🌮

src/content/docs/api-reference/authorization.mdx

@@ -0,0 +1,52 @@
+---
+title: Authorization
+head:
+  - tag: "meta"
+    attrs:
+        property: "og:title"
+        content: "How to authorize API requests in Coolify"
+description: "Learn how to authorize your API requests."
+---
+
+import { Aside } from '@astrojs/starlight/components';
+
+API request requires a `Bearer` token in `Authorization` header, which could be generated from the UI.
+
+## Generate
+
+1. Go to `Keys & Tokens` / `API tokens`.

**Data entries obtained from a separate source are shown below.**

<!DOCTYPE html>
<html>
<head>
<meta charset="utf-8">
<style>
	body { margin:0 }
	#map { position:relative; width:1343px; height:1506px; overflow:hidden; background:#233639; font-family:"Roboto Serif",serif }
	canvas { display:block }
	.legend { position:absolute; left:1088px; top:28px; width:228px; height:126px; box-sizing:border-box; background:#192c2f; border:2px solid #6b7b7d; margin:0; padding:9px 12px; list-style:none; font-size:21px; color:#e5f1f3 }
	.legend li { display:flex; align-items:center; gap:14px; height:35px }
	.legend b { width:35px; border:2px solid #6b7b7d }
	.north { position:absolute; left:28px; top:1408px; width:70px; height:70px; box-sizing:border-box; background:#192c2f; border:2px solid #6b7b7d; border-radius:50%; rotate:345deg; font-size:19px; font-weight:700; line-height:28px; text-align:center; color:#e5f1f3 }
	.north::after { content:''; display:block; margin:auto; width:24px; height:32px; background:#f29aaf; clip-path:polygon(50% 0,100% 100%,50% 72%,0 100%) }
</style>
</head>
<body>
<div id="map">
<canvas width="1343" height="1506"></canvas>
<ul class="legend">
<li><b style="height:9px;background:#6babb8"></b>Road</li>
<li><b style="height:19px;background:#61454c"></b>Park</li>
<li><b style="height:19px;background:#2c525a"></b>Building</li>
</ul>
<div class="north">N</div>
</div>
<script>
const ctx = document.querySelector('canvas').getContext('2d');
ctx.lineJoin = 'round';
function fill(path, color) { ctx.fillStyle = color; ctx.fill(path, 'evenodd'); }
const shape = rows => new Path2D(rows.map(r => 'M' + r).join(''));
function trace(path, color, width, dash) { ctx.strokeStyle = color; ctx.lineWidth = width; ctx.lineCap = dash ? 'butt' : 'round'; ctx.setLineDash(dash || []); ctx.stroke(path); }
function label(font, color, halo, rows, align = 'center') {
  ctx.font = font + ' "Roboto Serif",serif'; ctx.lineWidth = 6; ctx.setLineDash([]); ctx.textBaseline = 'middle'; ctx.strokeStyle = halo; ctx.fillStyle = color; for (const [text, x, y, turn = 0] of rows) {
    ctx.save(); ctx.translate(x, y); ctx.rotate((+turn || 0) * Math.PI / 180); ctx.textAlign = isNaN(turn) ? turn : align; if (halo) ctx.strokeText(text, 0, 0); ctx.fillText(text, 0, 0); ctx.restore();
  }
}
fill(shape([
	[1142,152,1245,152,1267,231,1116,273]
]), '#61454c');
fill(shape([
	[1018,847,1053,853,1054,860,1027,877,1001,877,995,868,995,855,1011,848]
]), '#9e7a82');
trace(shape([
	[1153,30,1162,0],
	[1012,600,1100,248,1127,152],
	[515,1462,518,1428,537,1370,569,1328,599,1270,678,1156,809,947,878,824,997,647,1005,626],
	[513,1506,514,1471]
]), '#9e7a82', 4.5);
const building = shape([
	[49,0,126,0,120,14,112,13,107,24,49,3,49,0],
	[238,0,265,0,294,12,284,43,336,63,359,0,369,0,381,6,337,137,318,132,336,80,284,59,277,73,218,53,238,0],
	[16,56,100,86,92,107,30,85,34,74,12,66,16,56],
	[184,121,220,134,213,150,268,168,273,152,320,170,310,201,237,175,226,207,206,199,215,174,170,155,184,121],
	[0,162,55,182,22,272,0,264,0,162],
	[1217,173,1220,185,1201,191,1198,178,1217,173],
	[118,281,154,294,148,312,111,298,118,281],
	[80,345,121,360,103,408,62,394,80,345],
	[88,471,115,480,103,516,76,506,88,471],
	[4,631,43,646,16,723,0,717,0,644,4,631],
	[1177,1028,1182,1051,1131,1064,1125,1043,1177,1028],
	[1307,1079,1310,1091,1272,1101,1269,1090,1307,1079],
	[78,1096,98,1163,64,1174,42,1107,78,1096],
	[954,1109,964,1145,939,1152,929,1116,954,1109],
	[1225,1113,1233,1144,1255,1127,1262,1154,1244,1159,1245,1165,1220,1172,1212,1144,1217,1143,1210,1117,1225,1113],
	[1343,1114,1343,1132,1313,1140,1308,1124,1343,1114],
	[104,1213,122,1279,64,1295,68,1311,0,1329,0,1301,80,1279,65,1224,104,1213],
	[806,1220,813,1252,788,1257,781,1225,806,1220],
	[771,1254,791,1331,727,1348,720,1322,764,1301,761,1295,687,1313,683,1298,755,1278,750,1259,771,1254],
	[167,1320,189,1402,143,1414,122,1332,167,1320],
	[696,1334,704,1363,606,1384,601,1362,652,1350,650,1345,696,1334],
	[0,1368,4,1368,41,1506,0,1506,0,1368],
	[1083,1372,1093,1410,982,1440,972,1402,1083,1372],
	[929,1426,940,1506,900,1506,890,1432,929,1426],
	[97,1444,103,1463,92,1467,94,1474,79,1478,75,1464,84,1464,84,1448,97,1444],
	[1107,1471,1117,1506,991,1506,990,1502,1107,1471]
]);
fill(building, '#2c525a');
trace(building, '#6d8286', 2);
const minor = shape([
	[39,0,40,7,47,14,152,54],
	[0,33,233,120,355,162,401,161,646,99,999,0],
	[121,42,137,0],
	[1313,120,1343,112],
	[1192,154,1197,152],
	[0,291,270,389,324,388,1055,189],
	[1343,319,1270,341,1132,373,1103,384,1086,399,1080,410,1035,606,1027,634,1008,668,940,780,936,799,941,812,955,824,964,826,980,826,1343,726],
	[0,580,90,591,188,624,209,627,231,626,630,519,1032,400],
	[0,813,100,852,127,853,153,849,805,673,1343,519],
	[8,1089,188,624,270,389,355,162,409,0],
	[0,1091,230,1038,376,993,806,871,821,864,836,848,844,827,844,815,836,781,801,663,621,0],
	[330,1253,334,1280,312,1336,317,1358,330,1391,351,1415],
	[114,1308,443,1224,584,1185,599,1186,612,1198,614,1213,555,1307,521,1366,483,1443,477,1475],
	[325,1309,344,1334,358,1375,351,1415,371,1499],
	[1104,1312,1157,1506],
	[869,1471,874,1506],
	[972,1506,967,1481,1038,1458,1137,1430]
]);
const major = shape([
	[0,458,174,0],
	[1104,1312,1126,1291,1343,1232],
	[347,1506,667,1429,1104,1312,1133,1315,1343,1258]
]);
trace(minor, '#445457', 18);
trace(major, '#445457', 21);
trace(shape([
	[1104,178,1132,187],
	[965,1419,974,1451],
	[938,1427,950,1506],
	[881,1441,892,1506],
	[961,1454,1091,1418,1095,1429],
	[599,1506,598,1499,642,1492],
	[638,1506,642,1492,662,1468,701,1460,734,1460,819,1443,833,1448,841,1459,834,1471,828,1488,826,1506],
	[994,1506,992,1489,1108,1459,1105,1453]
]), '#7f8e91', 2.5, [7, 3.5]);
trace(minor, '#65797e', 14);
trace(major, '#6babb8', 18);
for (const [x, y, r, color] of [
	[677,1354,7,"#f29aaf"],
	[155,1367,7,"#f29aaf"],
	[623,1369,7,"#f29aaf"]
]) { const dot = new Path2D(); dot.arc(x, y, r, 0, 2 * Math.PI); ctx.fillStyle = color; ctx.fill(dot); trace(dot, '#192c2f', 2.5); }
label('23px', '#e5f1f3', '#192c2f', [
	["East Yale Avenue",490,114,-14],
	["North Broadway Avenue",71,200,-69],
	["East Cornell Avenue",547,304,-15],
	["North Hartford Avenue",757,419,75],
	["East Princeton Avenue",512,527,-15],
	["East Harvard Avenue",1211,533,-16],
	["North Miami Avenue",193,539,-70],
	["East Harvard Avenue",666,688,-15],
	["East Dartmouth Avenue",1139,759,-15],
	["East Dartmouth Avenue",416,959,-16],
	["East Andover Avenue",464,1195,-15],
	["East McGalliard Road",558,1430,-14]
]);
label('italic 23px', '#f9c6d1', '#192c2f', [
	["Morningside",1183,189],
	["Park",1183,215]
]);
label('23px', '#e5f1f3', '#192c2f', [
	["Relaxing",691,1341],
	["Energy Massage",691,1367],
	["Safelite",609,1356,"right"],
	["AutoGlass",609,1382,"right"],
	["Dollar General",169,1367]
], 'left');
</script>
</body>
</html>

+2. Define a name for your token and click `Create New Token`.
+
+<Aside type="tip">
+  You will see the token once, so make sure to copy it and store it in a safe
+  place.
+</Aside>
+
+## Scope
+
+The token will only be able to access resources that are owned by the team that the token is scoped to.
+
+```php
+# Sample token
+3|WaobqX9tJQshKPuQFHsyApxuOOggg4wOfvGc9xa233c376d7
+```
+
+## Permissions
+
+Currently there are three types of permissions:
+
+- read-only `(default)`
+- view:sensitive
+- `*` (all permissions)
+
+### `read-only`
+
+With this permission, you can only read data from the API, but you can't create, update, or delete any resources. Also you can't see sensitive data.
+
+### `view:sensitive`
+
+Without this permission, passwords, api keys, and other sensitive data will be redacted from the API response.
+
+### `*`
+
+Full access to all resources and sensitive data.